**Task instructions:** Using the records that appear below, write out exactly the lines from the one with "position:relative; width:1221px; height:1807px;" through the one with "display:flex; align-items:center; gap:12px;", keeping both end lines.

**Supplied records:**
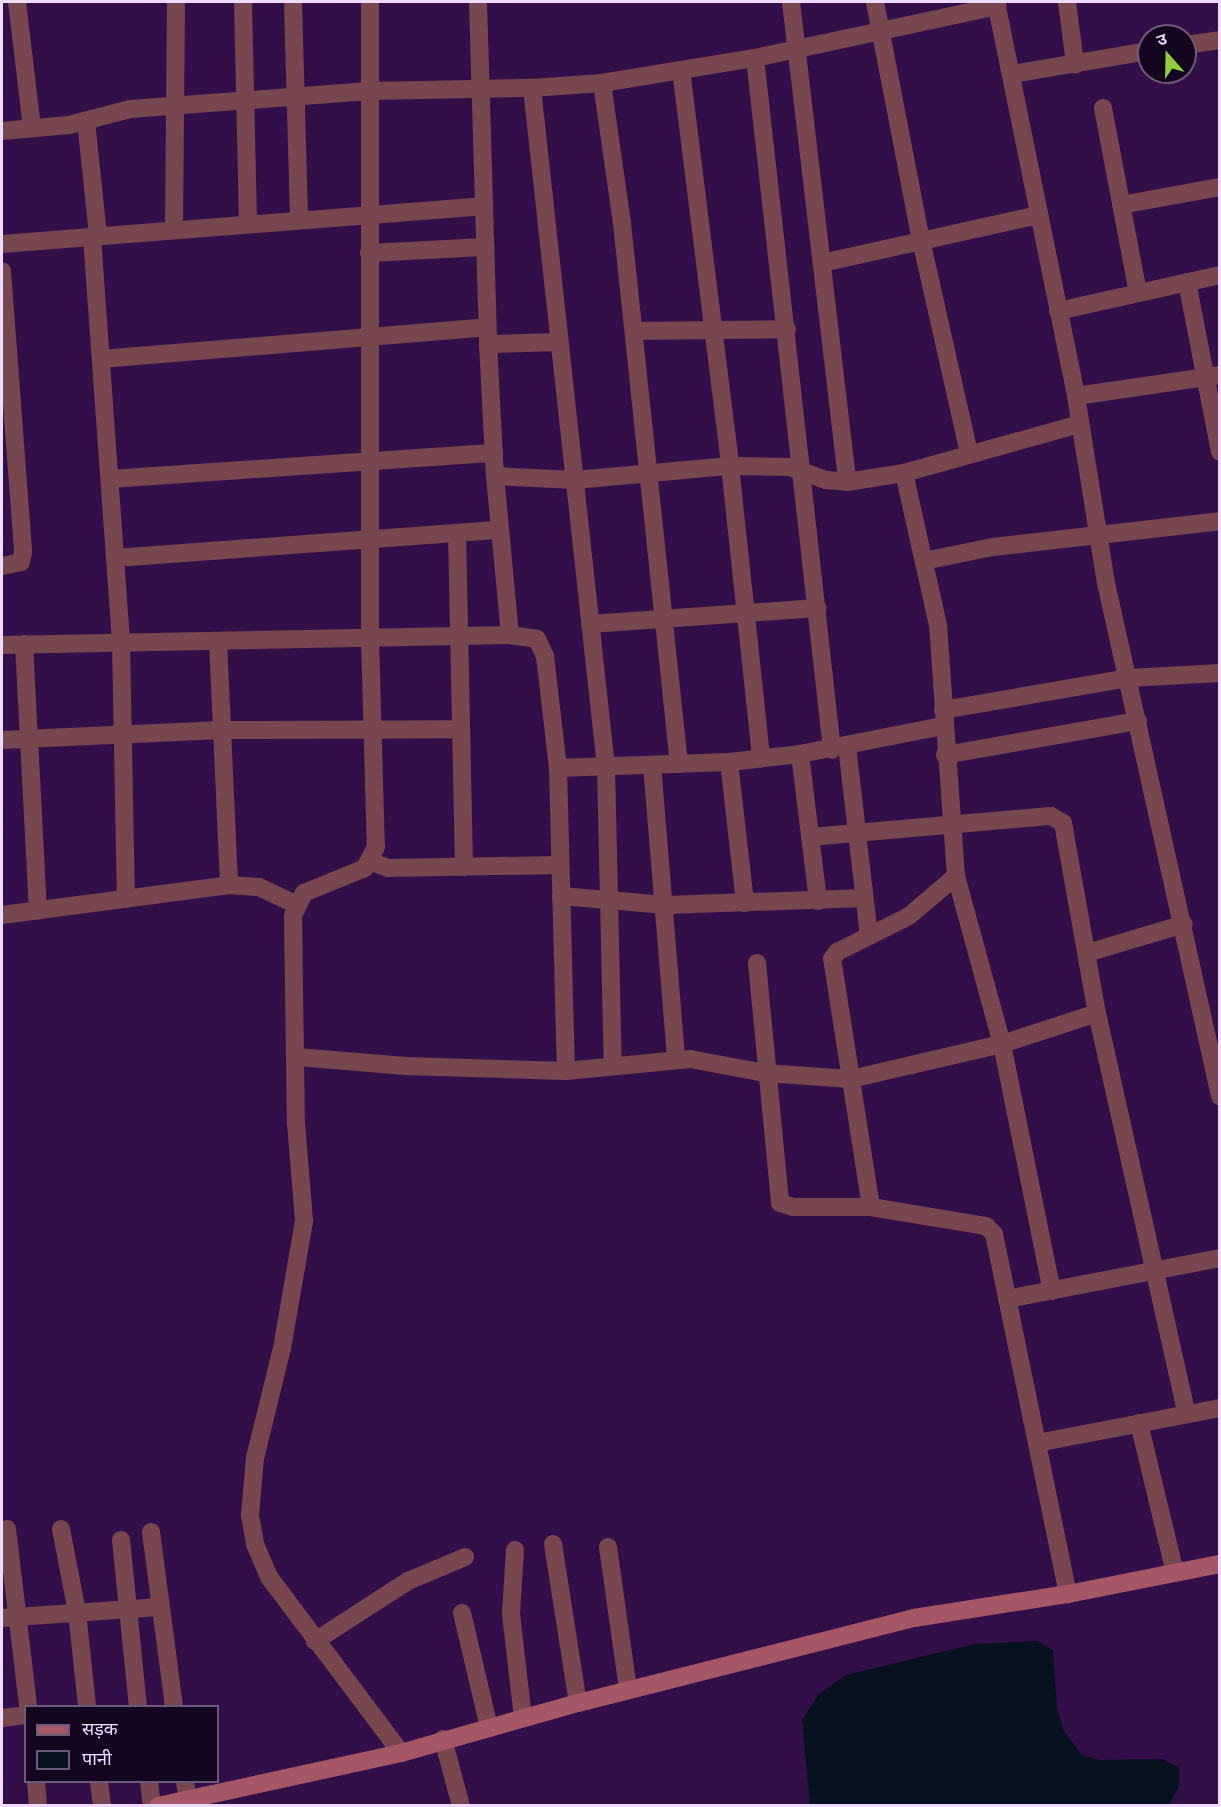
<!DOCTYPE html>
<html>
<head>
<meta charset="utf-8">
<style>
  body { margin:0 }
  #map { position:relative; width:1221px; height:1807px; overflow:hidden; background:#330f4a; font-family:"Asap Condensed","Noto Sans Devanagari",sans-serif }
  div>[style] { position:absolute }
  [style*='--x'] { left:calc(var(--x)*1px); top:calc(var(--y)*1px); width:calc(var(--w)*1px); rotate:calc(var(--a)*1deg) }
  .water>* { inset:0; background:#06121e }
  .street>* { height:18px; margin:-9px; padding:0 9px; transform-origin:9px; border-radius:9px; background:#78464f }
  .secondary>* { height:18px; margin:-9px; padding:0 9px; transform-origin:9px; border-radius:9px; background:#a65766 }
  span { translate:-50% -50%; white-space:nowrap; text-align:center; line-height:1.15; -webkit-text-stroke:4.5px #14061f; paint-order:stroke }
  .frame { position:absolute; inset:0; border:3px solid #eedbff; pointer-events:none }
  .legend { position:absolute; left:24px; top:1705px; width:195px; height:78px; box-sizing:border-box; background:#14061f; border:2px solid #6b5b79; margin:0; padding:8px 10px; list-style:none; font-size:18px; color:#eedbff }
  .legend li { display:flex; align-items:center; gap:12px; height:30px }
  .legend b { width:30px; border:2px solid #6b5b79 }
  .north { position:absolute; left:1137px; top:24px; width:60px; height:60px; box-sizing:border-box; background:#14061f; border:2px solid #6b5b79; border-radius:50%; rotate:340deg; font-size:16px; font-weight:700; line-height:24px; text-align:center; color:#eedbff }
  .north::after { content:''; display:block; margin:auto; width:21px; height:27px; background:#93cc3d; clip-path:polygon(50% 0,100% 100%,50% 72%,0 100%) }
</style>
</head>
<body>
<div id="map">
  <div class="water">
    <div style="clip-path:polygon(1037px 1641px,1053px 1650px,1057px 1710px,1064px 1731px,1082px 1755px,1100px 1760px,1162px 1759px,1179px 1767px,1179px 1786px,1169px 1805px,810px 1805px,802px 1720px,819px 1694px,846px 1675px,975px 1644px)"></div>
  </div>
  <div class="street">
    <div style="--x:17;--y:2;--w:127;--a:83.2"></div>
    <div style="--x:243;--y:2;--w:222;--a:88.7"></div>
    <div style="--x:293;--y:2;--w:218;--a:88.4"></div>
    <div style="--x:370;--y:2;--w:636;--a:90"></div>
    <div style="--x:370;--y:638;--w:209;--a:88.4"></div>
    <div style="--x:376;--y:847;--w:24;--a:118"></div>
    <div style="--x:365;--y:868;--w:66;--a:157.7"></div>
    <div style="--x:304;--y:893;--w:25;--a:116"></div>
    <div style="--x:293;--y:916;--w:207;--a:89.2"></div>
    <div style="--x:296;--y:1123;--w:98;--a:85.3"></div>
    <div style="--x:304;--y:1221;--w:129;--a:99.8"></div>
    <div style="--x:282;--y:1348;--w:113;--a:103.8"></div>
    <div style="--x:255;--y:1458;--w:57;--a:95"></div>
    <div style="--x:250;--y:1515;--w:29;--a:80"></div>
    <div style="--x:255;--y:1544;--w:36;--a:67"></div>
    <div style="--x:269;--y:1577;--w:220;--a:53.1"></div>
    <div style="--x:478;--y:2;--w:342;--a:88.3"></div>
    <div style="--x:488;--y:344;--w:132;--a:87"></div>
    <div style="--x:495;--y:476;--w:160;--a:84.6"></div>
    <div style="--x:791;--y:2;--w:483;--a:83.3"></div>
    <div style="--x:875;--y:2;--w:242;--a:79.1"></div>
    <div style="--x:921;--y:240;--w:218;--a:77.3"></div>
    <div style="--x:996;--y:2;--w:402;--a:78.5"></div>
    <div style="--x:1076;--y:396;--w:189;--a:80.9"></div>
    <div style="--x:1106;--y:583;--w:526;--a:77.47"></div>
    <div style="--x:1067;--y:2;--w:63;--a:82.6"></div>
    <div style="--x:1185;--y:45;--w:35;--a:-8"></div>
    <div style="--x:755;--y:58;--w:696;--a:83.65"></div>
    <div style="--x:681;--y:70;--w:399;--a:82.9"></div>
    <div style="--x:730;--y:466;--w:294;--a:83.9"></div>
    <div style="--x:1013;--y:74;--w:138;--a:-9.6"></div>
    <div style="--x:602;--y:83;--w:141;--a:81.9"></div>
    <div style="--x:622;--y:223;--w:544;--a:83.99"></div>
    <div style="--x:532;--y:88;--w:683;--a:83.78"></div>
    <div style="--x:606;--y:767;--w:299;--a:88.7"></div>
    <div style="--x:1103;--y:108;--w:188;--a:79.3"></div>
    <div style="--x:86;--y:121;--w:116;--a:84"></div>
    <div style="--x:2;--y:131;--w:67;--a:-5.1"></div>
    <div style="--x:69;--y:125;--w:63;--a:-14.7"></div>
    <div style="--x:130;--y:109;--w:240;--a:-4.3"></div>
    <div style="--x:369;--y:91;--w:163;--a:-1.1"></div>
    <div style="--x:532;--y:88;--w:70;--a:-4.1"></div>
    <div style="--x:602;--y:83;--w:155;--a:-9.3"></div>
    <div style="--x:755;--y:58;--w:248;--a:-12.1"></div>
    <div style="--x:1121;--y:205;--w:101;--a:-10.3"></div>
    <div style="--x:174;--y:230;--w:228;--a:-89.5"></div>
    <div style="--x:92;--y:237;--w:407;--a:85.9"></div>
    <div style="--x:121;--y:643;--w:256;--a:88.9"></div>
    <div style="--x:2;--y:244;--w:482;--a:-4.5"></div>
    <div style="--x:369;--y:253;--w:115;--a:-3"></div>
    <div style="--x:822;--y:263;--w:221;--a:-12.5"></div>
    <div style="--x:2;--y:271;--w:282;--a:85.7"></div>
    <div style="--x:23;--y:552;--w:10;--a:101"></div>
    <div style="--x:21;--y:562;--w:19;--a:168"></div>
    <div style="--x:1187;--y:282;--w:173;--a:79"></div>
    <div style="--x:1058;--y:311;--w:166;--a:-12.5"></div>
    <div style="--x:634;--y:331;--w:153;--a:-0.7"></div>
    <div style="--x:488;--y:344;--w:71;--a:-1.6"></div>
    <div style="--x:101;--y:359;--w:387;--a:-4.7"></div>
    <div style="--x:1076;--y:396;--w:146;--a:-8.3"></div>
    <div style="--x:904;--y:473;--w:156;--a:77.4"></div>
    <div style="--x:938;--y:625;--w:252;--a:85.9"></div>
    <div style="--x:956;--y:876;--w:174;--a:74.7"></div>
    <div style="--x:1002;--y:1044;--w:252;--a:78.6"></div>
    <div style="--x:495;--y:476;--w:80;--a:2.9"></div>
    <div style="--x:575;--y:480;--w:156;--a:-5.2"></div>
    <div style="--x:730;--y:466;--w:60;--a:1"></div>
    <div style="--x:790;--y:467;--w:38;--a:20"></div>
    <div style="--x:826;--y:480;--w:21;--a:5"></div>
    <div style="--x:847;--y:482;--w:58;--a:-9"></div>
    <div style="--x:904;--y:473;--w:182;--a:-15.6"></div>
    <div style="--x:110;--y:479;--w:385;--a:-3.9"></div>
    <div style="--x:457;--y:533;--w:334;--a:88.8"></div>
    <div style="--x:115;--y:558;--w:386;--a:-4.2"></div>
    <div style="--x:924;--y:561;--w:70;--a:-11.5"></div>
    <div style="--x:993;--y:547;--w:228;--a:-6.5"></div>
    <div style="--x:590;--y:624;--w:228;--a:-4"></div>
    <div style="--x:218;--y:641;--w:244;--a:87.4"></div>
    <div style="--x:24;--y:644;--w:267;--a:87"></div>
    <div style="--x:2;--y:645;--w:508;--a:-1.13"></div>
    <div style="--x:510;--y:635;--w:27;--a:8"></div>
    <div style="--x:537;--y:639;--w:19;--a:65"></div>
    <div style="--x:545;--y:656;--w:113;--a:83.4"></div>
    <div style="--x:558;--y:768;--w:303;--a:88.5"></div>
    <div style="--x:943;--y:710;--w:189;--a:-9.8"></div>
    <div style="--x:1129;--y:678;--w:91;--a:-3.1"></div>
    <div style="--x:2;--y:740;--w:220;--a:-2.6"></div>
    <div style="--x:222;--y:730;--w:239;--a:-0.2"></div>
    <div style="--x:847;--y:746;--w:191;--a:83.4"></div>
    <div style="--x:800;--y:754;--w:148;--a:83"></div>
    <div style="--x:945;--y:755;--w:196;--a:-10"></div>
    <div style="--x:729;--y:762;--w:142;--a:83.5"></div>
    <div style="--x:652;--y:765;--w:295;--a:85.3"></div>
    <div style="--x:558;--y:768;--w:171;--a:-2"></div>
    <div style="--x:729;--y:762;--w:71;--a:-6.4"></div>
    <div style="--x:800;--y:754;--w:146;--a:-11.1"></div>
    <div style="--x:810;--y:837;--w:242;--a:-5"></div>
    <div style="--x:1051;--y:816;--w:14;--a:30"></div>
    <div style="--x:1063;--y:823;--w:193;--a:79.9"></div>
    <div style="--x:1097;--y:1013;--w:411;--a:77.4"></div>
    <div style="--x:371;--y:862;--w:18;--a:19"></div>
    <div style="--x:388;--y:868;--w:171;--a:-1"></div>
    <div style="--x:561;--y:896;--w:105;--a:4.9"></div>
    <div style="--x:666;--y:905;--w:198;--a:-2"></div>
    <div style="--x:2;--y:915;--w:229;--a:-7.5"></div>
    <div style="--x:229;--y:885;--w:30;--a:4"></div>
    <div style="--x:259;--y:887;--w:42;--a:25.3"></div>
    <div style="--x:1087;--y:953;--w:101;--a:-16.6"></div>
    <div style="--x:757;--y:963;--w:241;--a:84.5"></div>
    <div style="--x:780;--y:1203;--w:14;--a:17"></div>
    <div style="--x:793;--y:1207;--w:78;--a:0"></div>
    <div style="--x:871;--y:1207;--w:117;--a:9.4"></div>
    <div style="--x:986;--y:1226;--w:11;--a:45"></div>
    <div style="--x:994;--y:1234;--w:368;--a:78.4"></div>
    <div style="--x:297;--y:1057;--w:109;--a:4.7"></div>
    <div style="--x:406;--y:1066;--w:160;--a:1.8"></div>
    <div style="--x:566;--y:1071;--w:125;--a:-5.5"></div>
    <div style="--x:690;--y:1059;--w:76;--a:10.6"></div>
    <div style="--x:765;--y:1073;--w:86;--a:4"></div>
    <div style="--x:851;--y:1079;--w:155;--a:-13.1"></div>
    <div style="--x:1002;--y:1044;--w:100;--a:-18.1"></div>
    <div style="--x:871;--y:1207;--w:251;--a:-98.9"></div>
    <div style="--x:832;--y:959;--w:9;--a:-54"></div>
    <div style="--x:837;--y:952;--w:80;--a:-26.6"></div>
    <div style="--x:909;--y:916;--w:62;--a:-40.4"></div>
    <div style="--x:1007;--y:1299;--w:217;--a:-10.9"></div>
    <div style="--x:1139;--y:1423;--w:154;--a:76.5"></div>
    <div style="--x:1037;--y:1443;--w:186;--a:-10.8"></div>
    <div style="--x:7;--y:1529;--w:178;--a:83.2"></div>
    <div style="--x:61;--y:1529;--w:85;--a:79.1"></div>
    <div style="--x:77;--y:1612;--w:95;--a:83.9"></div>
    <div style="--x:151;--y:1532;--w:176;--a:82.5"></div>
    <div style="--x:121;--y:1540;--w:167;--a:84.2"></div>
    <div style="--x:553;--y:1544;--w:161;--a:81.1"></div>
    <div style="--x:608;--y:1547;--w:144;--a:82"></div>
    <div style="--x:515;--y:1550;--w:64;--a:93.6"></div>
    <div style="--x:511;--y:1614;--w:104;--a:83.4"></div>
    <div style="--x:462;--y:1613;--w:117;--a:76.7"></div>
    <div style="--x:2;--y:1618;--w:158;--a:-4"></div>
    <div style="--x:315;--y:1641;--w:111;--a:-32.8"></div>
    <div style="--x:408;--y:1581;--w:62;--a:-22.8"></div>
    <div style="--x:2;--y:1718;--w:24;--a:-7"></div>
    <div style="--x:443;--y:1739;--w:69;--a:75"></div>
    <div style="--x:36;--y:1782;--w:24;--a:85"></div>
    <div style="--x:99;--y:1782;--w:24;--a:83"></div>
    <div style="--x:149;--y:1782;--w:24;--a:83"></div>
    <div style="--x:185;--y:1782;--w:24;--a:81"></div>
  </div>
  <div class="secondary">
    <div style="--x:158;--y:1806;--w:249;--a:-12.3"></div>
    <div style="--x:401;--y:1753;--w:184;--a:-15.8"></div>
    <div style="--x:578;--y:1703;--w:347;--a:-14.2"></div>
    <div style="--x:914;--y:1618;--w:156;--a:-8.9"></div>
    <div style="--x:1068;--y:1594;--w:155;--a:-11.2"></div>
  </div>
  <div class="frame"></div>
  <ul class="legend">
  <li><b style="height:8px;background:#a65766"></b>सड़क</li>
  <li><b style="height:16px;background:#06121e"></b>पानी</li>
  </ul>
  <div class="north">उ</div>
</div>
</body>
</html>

**Solution for this problem:**
  #map { position:relative; width:1221px; height:1807px; overflow:hidden; background:#330f4a; font-family:"Asap Condensed","Noto Sans Devanagari",sans-serif }
  div>[style] { position:absolute }
  [style*='--x'] { left:calc(var(--x)*1px); top:calc(var(--y)*1px); width:calc(var(--w)*1px); rotate:calc(var(--a)*1deg) }
  .water>* { inset:0; background:#06121e }
  .street>* { height:18px; margin:-9px; padding:0 9px; transform-origin:9px; border-radius:9px; background:#78464f }
  .secondary>* { height:18px; margin:-9px; padding:0 9px; transform-origin:9px; border-radius:9px; background:#a65766 }
  span { translate:-50% -50%; white-space:nowrap; text-align:center; line-height:1.15; -webkit-text-stroke:4.5px #14061f; paint-order:stroke }
  .frame { position:absolute; inset:0; border:3px solid #eedbff; pointer-events:none }
  .legend { position:absolute; left:24px; top:1705px; width:195px; height:78px; box-sizing:border-box; background:#14061f; border:2px solid #6b5b79; margin:0; padding:8px 10px; list-style:none; font-size:18px; color:#eedbff }
  .legend li { display:flex; align-items:center; gap:12px; height:30px }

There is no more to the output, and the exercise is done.